Hospitals are still forcing trainee physicians to pay a large amount of cash when starting residency. One medical resident said he spent over 50 million won ($44,501) as an “entry fee.”

The Korean Intern Resident Association (KIRA) on Thursday said its recent survey on trainee physicians revealed that new trainee physicians had to start residency by paying the entry fee. The poll, conducted in December, was on over 500 trainee physicians at over 70 teaching hospitals across the country.

About 37 percent of the respondents said their department had the entry fee culture. Forty-seven percent said they had to pay 1 million won to 10 million won per person, and 16.7 percent said 0.5-1 million won.

The resident, who spent over 50 million on the entry fee, said he paid 20 million won twice, plus expenses for meals for a year.

A majority of 70.8 percent said they used a bank transfer to pay the entry fee and another 13.7 percent said they paid cash. Some hospitals encouraged residents to buy cameras or computers from abroad under the name of “donations,” according to the survey.

The survey also revealed a case where a resident paid over 100 million won entry fee.

Almost all of the respondents, or 96.1 percent, said they have heard about the entry fee. Seventy-seven percent said they heard that other departments at the hospital they were at forced residents to pay the entry fee.

Four out of five trainee physicians said hospitals should stop the malpractice of collecting the entry fee.

Seventy-two percent said hospitals supported the operation costs for departments and 52.4 percent said residents received money or benefits directly from the hospital.

“If a resident does not pay the entry fee, the hospital tends to force him or her to choose another department, not the one that the resident wishes to enter,” one of the respondents said in the survey.

Another trainee physician said only the head of the department has access to the information about the hospital’s financial support for the department. “The department head spends the department’s money himself and uses the entry fees to run the department,” he said.

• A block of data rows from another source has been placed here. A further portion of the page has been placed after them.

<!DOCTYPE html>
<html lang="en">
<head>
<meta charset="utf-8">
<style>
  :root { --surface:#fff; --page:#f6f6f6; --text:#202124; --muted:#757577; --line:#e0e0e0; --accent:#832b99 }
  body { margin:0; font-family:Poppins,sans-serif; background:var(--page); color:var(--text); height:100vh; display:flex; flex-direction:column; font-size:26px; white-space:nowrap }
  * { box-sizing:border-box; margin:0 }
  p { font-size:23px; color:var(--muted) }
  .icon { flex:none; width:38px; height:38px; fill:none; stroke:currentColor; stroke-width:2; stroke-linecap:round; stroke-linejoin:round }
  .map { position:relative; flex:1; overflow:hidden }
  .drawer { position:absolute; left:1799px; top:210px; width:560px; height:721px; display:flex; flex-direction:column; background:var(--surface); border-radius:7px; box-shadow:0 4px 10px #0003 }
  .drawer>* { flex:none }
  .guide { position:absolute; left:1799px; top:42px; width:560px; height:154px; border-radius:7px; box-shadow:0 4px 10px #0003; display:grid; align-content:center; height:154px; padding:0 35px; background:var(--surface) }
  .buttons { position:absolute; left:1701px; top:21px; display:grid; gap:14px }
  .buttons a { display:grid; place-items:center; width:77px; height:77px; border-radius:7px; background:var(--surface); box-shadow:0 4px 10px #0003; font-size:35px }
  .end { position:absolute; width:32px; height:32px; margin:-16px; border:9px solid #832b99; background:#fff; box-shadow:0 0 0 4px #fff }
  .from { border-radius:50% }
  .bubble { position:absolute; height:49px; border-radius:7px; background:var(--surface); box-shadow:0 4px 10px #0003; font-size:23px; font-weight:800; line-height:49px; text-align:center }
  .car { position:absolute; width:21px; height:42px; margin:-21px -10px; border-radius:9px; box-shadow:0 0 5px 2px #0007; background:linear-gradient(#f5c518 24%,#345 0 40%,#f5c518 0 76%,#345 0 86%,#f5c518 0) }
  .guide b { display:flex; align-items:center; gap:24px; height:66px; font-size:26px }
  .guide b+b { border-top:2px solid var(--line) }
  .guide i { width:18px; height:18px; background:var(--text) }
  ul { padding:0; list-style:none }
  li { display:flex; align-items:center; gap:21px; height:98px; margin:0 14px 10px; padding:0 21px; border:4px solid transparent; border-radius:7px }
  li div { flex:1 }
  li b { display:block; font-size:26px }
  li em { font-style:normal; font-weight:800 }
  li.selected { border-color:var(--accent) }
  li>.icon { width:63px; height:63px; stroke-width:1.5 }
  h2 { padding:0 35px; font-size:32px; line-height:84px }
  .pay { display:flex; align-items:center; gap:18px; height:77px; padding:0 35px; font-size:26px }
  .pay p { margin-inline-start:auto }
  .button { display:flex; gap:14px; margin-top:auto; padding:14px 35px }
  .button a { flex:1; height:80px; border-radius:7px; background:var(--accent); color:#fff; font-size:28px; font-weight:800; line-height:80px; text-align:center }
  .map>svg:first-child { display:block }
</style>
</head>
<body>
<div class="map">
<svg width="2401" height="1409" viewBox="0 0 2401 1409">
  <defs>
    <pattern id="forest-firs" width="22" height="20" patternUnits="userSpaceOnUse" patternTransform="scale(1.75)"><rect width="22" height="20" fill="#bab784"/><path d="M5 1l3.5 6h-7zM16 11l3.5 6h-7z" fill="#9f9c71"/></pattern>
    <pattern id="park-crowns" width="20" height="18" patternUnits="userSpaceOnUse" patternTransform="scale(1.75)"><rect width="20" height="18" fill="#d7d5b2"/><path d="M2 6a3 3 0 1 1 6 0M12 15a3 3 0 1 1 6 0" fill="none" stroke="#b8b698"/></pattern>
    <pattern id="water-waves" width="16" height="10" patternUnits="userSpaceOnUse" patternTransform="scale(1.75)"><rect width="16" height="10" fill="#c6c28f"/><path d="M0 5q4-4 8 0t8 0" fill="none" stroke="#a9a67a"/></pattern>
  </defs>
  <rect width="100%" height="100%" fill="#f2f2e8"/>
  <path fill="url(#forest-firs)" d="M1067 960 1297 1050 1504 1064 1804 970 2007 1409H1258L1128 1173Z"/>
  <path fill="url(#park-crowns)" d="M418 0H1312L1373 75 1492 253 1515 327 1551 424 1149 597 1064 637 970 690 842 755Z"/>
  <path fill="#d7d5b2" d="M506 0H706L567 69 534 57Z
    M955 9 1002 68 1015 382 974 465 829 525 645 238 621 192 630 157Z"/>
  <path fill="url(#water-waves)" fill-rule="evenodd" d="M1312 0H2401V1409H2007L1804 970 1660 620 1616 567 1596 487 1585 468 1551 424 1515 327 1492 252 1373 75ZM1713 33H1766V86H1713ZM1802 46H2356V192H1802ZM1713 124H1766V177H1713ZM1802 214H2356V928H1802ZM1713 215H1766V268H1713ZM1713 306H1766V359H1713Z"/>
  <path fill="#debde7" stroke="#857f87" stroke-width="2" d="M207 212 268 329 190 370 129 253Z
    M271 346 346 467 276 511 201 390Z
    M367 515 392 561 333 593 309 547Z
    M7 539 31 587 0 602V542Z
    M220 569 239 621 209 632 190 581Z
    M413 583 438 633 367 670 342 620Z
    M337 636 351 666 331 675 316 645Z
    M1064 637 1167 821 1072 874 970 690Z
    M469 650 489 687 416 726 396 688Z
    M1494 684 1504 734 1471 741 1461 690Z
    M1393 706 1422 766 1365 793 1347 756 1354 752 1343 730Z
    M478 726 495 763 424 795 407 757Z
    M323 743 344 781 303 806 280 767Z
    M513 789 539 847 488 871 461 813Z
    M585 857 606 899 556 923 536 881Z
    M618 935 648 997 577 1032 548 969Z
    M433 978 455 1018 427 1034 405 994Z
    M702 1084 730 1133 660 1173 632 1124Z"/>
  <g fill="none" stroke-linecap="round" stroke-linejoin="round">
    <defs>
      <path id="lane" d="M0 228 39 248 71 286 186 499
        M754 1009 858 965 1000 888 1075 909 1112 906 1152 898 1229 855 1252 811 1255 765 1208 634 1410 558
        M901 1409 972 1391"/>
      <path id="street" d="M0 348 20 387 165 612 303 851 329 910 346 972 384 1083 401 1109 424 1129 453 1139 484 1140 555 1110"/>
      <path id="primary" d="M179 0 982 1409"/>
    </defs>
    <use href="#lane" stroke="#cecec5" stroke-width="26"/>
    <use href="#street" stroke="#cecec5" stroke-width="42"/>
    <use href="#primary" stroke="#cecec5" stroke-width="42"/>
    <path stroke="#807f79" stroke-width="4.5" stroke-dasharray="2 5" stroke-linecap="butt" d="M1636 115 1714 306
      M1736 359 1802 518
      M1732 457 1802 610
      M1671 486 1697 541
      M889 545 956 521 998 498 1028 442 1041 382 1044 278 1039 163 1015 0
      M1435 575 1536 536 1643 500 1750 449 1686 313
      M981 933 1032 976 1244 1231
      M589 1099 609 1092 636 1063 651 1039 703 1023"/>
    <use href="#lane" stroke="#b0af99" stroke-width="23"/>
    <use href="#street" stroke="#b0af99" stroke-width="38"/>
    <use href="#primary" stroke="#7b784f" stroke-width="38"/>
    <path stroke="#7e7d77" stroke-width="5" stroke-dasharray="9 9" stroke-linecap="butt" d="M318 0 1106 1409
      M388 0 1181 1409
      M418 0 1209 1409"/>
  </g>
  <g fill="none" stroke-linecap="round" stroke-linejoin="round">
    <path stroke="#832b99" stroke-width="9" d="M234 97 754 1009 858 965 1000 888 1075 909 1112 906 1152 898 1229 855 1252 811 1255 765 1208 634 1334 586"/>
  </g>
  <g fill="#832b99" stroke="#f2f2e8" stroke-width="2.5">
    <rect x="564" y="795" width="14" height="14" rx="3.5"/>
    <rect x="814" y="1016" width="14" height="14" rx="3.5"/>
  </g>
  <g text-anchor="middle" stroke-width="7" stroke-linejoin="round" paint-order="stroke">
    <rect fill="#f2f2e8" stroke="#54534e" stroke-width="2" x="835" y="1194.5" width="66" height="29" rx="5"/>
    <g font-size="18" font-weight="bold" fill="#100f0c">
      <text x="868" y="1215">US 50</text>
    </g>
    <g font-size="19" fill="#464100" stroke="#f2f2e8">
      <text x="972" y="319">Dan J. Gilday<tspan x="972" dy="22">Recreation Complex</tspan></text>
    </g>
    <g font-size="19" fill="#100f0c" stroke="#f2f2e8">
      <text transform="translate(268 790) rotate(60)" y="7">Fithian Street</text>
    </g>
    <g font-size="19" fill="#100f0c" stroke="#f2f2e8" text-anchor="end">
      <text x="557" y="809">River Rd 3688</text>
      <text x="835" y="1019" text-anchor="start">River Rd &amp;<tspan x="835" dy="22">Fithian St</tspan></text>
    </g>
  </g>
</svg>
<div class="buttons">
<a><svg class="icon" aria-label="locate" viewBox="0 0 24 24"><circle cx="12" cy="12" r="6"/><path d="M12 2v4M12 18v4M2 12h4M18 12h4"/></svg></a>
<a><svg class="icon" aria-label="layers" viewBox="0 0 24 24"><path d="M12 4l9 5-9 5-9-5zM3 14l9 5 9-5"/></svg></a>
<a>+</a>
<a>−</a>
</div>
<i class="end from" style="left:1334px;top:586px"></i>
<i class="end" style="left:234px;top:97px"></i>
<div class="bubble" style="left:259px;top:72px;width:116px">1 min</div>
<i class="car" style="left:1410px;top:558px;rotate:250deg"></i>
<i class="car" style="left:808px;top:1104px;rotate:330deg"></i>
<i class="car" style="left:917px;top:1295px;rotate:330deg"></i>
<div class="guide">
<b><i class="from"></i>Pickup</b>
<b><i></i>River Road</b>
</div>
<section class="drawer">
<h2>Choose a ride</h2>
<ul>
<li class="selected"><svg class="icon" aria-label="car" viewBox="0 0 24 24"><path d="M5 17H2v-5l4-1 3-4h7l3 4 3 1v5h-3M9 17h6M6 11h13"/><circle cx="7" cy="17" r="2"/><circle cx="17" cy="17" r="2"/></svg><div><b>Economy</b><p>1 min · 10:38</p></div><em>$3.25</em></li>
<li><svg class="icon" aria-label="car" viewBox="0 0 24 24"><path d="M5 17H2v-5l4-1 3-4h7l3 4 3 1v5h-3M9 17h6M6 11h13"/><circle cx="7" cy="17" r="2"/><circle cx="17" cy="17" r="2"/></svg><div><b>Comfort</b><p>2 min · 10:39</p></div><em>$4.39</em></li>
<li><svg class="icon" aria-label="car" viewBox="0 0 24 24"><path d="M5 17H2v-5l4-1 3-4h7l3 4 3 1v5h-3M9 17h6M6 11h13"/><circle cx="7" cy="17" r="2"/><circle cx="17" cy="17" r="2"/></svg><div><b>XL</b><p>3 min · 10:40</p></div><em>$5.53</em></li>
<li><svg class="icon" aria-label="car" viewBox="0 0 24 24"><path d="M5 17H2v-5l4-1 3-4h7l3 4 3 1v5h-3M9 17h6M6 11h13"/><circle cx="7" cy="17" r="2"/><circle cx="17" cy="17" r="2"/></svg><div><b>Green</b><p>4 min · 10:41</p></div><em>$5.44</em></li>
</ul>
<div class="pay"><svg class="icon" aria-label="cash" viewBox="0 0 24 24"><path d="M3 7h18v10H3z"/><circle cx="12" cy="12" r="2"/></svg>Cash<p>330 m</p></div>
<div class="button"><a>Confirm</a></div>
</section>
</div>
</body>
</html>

As first-year residents start residency in March, the KIRA is increasingly receiving complaints about entry fee, the association said.

Lee Seung-woo, president of KIRA, said it was a shame of the medical community that hospitals still had an absurd culture of taking money from trainee physicians without a transparent disclosure of its usage.

“However, some professors take the initiative to remove such practice, and some hospitals are making efforts by supporting the operating expenses for departments,” Lee said. “Now, the academic circles and teaching hospitals should not sit idle but boldly voice for self-reflection. Specialists also should not inherit this corrupt culture.”